--- DATASET RECORDS Enclosed Below ---

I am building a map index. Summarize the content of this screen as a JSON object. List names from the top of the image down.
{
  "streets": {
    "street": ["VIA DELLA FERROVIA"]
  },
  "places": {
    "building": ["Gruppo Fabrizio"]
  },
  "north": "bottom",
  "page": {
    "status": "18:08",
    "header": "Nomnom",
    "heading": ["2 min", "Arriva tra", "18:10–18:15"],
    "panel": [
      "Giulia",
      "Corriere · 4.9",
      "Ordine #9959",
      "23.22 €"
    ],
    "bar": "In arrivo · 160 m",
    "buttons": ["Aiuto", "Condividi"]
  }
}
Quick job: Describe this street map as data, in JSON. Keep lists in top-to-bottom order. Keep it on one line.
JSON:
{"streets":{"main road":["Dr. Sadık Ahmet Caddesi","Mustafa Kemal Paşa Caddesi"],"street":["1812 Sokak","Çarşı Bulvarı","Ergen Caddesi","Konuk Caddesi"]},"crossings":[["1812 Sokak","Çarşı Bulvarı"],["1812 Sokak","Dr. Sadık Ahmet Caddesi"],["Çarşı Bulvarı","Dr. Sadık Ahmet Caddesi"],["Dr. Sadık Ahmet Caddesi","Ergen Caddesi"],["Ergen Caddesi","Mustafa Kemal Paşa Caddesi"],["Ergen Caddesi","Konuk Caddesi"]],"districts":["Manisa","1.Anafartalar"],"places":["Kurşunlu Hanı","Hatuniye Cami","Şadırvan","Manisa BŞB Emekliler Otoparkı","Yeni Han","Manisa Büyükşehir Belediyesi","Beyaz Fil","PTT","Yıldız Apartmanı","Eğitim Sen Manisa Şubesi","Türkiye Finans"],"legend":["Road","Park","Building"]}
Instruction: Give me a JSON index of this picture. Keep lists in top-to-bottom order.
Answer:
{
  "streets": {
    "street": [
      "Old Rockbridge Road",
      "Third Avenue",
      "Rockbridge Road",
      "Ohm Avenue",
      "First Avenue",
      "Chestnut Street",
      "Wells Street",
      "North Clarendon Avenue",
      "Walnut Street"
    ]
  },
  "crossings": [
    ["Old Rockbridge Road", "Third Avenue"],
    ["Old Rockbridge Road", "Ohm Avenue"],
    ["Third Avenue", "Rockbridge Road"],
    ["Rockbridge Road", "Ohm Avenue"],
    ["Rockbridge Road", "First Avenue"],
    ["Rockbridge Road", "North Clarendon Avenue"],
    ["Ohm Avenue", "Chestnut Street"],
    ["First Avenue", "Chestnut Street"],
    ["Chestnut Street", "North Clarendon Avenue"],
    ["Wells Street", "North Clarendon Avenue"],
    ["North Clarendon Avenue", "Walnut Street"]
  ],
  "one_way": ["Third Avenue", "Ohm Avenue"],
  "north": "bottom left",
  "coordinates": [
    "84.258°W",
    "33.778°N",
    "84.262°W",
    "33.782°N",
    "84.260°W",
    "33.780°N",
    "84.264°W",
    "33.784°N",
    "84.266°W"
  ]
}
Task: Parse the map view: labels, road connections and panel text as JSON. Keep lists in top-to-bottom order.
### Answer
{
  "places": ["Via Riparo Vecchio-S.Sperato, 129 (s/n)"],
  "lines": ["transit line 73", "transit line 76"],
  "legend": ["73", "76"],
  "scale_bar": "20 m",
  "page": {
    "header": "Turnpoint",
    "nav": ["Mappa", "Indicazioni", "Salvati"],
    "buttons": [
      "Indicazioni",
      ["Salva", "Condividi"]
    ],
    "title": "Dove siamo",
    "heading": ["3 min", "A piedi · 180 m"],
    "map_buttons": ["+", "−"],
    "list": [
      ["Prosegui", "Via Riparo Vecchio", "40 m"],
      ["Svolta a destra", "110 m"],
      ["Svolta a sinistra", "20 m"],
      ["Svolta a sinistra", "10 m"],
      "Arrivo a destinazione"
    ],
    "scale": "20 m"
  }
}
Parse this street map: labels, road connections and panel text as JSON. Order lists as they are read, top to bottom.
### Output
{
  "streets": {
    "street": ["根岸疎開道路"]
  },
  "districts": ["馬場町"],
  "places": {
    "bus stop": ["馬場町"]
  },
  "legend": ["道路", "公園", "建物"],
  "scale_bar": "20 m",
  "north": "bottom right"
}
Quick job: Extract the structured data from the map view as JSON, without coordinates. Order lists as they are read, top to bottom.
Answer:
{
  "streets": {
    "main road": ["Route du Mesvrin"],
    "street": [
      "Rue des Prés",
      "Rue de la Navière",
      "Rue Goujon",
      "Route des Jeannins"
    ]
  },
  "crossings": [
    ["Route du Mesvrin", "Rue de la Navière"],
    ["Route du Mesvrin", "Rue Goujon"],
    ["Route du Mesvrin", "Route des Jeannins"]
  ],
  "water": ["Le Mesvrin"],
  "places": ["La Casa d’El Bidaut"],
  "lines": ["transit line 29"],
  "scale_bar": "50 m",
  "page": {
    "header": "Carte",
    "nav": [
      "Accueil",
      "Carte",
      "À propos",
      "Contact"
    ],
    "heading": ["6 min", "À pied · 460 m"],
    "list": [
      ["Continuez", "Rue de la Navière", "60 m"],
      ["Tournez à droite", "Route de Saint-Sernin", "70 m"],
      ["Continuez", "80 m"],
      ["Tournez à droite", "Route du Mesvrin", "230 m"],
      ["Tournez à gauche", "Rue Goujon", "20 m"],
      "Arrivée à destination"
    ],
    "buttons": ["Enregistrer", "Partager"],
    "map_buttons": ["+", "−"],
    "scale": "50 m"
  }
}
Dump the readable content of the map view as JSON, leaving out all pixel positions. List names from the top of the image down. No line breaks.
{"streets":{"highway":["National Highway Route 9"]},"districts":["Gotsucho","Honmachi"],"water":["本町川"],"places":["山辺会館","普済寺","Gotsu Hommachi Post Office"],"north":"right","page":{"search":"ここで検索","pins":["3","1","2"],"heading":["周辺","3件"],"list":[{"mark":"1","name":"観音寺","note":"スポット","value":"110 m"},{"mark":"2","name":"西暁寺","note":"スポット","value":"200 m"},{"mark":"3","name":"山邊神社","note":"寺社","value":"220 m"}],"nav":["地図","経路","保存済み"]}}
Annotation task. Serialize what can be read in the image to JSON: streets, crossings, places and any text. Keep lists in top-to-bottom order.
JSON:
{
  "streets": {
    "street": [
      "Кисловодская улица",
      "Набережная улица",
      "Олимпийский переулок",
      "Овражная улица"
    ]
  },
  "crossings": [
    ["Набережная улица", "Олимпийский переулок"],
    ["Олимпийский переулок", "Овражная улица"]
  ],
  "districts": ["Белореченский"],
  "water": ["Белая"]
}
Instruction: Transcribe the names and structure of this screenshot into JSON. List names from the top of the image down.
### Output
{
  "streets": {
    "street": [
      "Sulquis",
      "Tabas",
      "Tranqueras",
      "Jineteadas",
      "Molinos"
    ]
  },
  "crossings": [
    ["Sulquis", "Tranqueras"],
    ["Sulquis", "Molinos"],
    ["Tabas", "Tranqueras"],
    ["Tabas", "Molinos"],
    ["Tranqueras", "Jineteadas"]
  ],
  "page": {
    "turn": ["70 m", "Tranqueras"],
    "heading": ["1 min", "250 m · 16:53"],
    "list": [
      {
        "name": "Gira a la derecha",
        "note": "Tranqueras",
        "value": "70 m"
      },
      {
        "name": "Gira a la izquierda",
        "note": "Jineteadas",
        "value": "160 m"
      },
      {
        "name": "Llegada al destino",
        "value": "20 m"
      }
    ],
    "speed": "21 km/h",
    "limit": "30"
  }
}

--- End of Enclosed DATASET RECORDS ---

- WHAT IS BEING ASKED
Restate the listing in full, preserving every word.

- PROBLEM SOLUTION
I am building a map index. Summarize the content of this screen as a JSON object. List names from the top of the image down.
{
  "streets": {
    "street": ["VIA DELLA FERROVIA"]
  },
  "places": {
    "building": ["Gruppo Fabrizio"]
  },
  "north": "bottom",
  "page": {
    "status": "18:08",
    "header": "Nomnom",
    "heading": ["2 min", "Arriva tra", "18:10–18:15"],
    "panel": [
      "Giulia",
      "Corriere · 4.9",
      "Ordine #9959",
      "23.22 €"
    ],
    "bar": "In arrivo · 160 m",
    "buttons": ["Aiuto", "Condividi"]
  }
}
Quick job: Describe this street map as data, in JSON. Keep lists in top-to-bottom order. Keep it on one line.
JSON:
{"streets":{"main road":["Dr. Sadık Ahmet Caddesi","Mustafa Kemal Paşa Caddesi"],"street":["1812 Sokak","Çarşı Bulvarı","Ergen Caddesi","Konuk Caddesi"]},"crossings":[["1812 Sokak","Çarşı Bulvarı"],["1812 Sokak","Dr. Sadık Ahmet Caddesi"],["Çarşı Bulvarı","Dr. Sadık Ahmet Caddesi"],["Dr. Sadık Ahmet Caddesi","Ergen Caddesi"],["Ergen Caddesi","Mustafa Kemal Paşa Caddesi"],["Ergen Caddesi","Konuk Caddesi"]],"districts":["Manisa","1.Anafartalar"],"places":["Kurşunlu Hanı","Hatuniye Cami","Şadırvan","Manisa BŞB Emekliler Otoparkı","Yeni Han","Manisa Büyükşehir Belediyesi","Beyaz Fil","PTT","Yıldız Apartmanı","Eğitim Sen Manisa Şubesi","Türkiye Finans"],"legend":["Road","Park","Building"]}
Instruction: Give me a JSON index of this picture. Keep lists in top-to-bottom order.
Answer:
{
  "streets": {
    "street": [
      "Old Rockbridge Road",
      "Third Avenue",
      "Rockbridge Road",
      "Ohm Avenue",
      "First Avenue",
      "Chestnut Street",
      "Wells Street",
      "North Clarendon Avenue",
      "Walnut Street"
    ]
  },
  "crossings": [
    ["Old Rockbridge Road", "Third Avenue"],
    ["Old Rockbridge Road", "Ohm Avenue"],
    ["Third Avenue", "Rockbridge Road"],
    ["Rockbridge Road", "Ohm Avenue"],
    ["Rockbridge Road", "First Avenue"],
    ["Rockbridge Road", "North Clarendon Avenue"],
    ["Ohm Avenue", "Chestnut Street"],
    ["First Avenue", "Chestnut Street"],
    ["Chestnut Street", "North Clarendon Avenue"],
    ["Wells Street", "North Clarendon Avenue"],
    ["North Clarendon Avenue", "Walnut Street"]
  ],
  "one_way": ["Third Avenue", "Ohm Avenue"],
  "north": "bottom left",
  "coordinates": [
    "84.258°W",
    "33.778°N",
    "84.262°W",
    "33.782°N",
    "84.260°W",
    "33.780°N",
    "84.264°W",
    "33.784°N",
    "84.266°W"
  ]
}
Task: Parse the map view: labels, road connections and panel text as JSON. Keep lists in top-to-bottom order.
### Answer
{
  "places": ["Via Riparo Vecchio-S.Sperato, 129 (s/n)"],
  "lines": ["transit line 73", "transit line 76"],
  "legend": ["73", "76"],
  "scale_bar": "20 m",
  "page": {
    "header": "Turnpoint",
    "nav": ["Mappa", "Indicazioni", "Salvati"],
    "buttons": [
      "Indicazioni",
      ["Salva", "Condividi"]
    ],
    "title": "Dove siamo",
    "heading": ["3 min", "A piedi · 180 m"],
    "map_buttons": ["+", "−"],
    "list": [
      ["Prosegui", "Via Riparo Vecchio", "40 m"],
      ["Svolta a destra", "110 m"],
      ["Svolta a sinistra", "20 m"],
      ["Svolta a sinistra", "10 m"],
      "Arrivo a destinazione"
    ],
    "scale": "20 m"
  }
}
Parse this street map: labels, road connections and panel text as JSON. Order lists as they are read, top to bottom.
### Output
{
  "streets": {
    "street": ["根岸疎開道路"]
  },
  "districts": ["馬場町"],
  "places": {
    "bus stop": ["馬場町"]
  },
  "legend": ["道路", "公園", "建物"],
  "scale_bar": "20 m",
  "north": "bottom right"
}
Quick job: Extract the structured data from the map view as JSON, without coordinates. Order lists as they are read, top to bottom.
Answer:
{
  "streets": {
    "main road": ["Route du Mesvrin"],
    "street": [
      "Rue des Prés",
      "Rue de la Navière",
      "Rue Goujon",
      "Route des Jeannins"
    ]
  },
  "crossings": [
    ["Route du Mesvrin", "Rue de la Navière"],
    ["Route du Mesvrin", "Rue Goujon"],
    ["Route du Mesvrin", "Route des Jeannins"]
  ],
  "water": ["Le Mesvrin"],
  "places": ["La Casa d’El Bidaut"],
  "lines": ["transit line 29"],
  "scale_bar": "50 m",
  "page": {
    "header": "Carte",
    "nav": [
      "Accueil",
      "Carte",
      "À propos",
      "Contact"
    ],
    "heading": ["6 min", "À pied · 460 m"],
    "list": [
      ["Continuez", "Rue de la Navière", "60 m"],
      ["Tournez à droite", "Route de Saint-Sernin", "70 m"],
      ["Continuez", "80 m"],
      ["Tournez à droite", "Route du Mesvrin", "230 m"],
      ["Tournez à gauche", "Rue Goujon", "20 m"],
      "Arrivée à destination"
    ],
    "buttons": ["Enregistrer", "Partager"],
    "map_buttons": ["+", "−"],
    "scale": "50 m"
  }
}
Dump the readable content of the map view as JSON, leaving out all pixel positions. List names from the top of the image down. No line breaks.
{"streets":{"highway":["National Highway Route 9"]},"districts":["Gotsucho","Honmachi"],"water":["本町川"],"places":["山辺会館","普済寺","Gotsu Hommachi Post Office"],"north":"right","page":{"search":"ここで検索","pins":["3","1","2"],"heading":["周辺","3件"],"list":[{"mark":"1","name":"観音寺","note":"スポット","value":"110 m"},{"mark":"2","name":"西暁寺","note":"スポット","value":"200 m"},{"mark":"3","name":"山邊神社","note":"寺社","value":"220 m"}],"nav":["地図","経路","保存済み"]}}
Annotation task. Serialize what can be read in the image to JSON: streets, crossings, places and any text. Keep lists in top-to-bottom order.
JSON:
{
  "streets": {
    "street": [
      "Кисловодская улица",
      "Набережная улица",
      "Олимпийский переулок",
      "Овражная улица"
    ]
  },
  "crossings": [
    ["Набережная улица", "Олимпийский переулок"],
    ["Олимпийский переулок", "Овражная улица"]
  ],
  "districts": ["Белореченский"],
  "water": ["Белая"]
}
Instruction: Transcribe the names and structure of this screenshot into JSON. List names from the top of the image down.
### Output
{
  "streets": {
    "street": [
      "Sulquis",
      "Tabas",
      "Tranqueras",
      "Jineteadas",
      "Molinos"
    ]
  },
  "crossings": [
    ["Sulquis", "Tranqueras"],
    ["Sulquis", "Molinos"],
    ["Tabas", "Tranqueras"],
    ["Tabas", "Molinos"],
    ["Tranqueras", "Jineteadas"]
  ],
  "page": {
    "turn": ["70 m", "Tranqueras"],
    "heading": ["1 min", "250 m · 16:53"],
    "list": [
      {
        "name": "Gira a la derecha",
        "note": "Tranqueras",
        "value": "70 m"
      },
      {
        "name": "Gira a la izquierda",
        "note": "Jineteadas",
        "value": "160 m"
      },
      {
        "name": "Llegada al destino",
        "value": "20 m"
      }
    ],
    "speed": "21 km/h",
    "limit": "30"
  }
}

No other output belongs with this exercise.